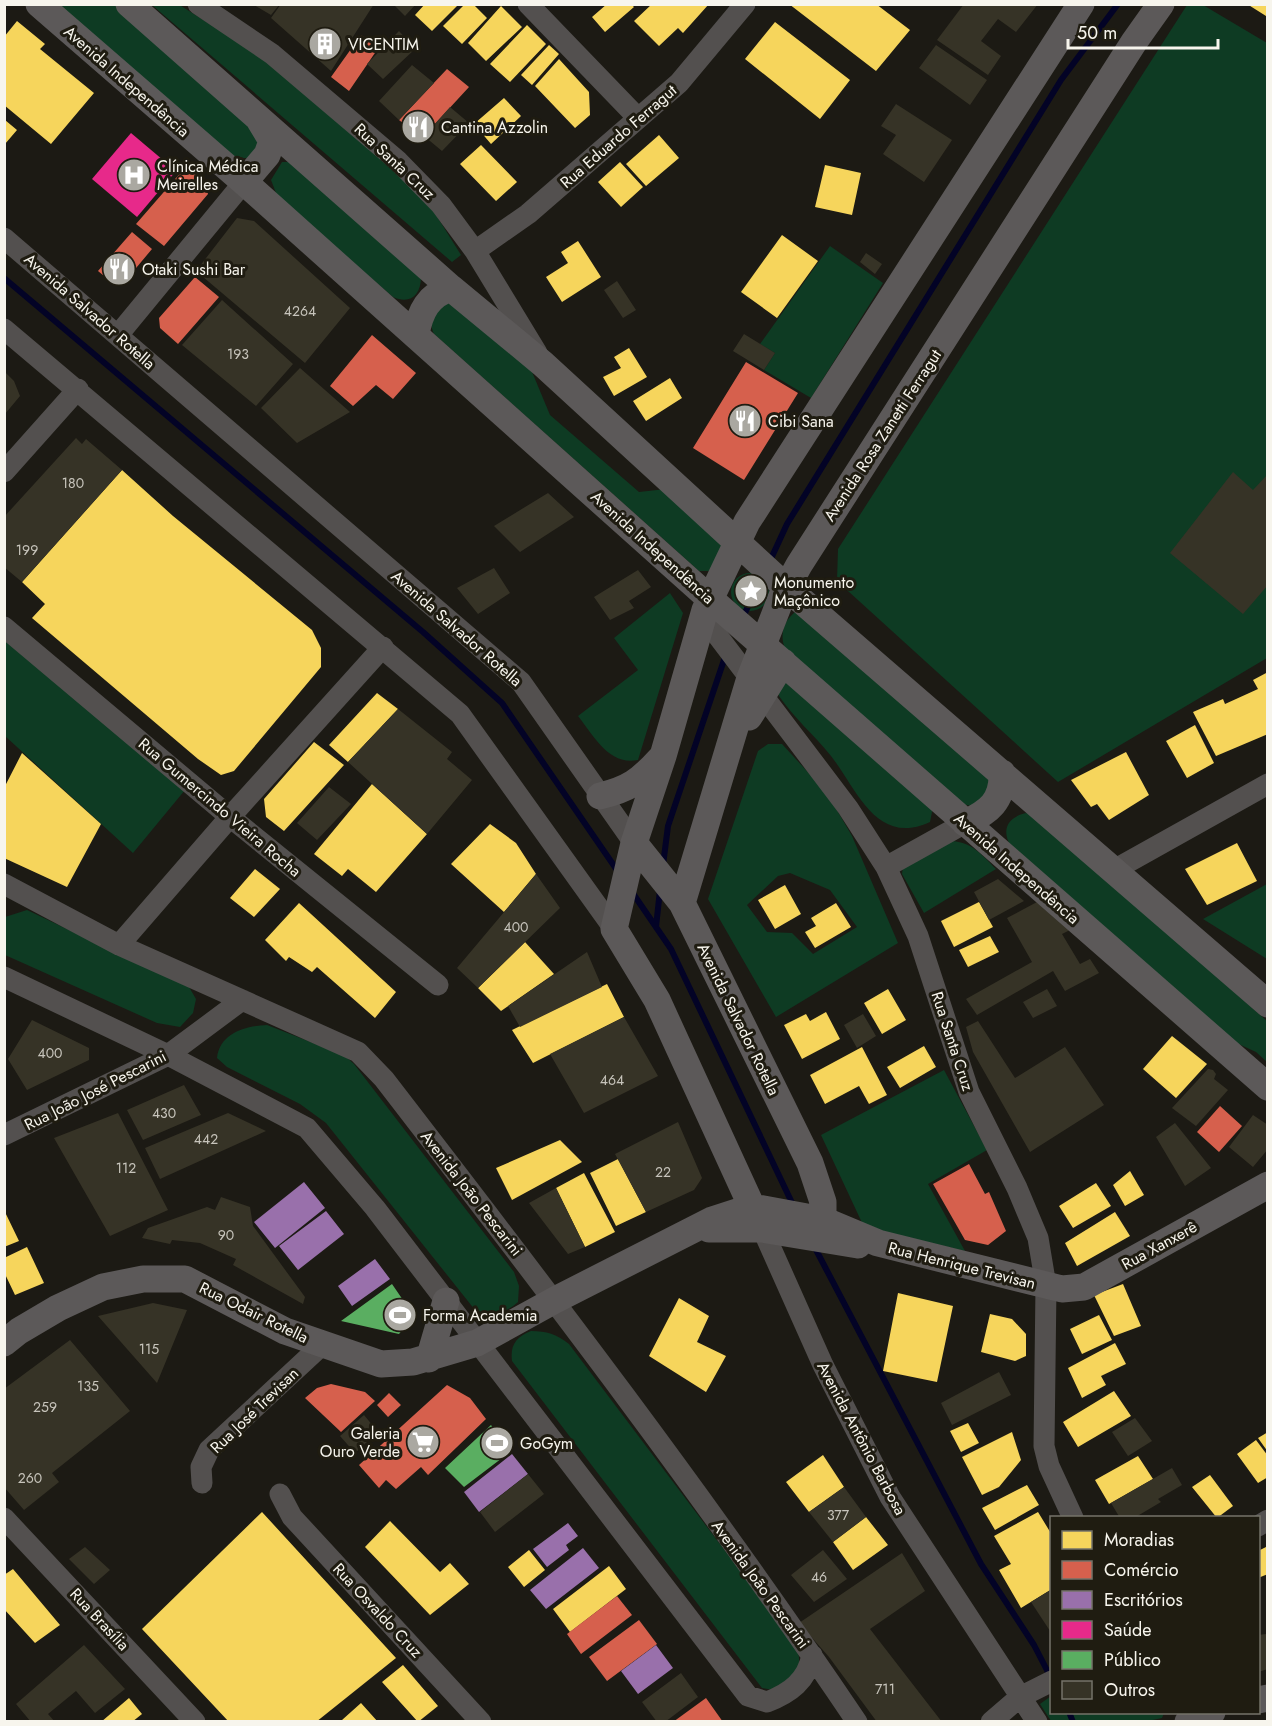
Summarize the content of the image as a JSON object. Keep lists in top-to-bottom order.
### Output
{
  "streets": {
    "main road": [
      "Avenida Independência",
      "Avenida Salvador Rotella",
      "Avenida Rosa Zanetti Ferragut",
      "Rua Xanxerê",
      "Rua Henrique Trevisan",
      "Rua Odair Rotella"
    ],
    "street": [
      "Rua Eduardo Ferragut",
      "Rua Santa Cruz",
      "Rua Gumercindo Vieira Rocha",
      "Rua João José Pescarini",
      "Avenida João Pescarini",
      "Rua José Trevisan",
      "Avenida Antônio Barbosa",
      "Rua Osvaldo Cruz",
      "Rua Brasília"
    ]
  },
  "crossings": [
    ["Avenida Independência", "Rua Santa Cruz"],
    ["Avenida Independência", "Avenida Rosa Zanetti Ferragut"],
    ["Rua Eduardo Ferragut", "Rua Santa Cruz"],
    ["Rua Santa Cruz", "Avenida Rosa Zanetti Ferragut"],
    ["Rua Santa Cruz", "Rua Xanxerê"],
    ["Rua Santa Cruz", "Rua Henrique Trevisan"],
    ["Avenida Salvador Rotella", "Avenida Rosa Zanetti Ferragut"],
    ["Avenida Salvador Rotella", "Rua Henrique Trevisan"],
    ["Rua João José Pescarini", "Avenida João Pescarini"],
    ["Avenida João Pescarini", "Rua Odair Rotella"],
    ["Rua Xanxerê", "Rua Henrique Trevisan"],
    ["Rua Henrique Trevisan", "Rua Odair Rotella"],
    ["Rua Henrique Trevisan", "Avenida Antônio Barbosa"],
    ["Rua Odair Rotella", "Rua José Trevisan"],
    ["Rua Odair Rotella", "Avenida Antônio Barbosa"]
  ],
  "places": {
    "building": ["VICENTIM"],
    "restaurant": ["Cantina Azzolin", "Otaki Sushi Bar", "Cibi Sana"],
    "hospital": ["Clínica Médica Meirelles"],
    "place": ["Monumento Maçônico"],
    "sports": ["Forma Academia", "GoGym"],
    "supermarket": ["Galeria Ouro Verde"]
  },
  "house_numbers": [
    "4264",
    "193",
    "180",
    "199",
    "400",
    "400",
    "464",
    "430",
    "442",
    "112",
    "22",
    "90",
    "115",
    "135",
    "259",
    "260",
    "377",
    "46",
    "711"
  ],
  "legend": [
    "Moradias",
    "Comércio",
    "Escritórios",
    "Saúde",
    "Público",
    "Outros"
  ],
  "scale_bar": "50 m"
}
+++
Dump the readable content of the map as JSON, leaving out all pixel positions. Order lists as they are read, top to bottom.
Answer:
+++
> **Exercise directions**
Find the word "lists" in the entries, and copy every line it shows up in.

> **Solution to this problem**
Summarize the content of the image as a JSON object. Keep lists in top-to-bottom order.
Dump the readable content of the map as JSON, leaving out all pixel positions. Order lists as they are read, top to bottom.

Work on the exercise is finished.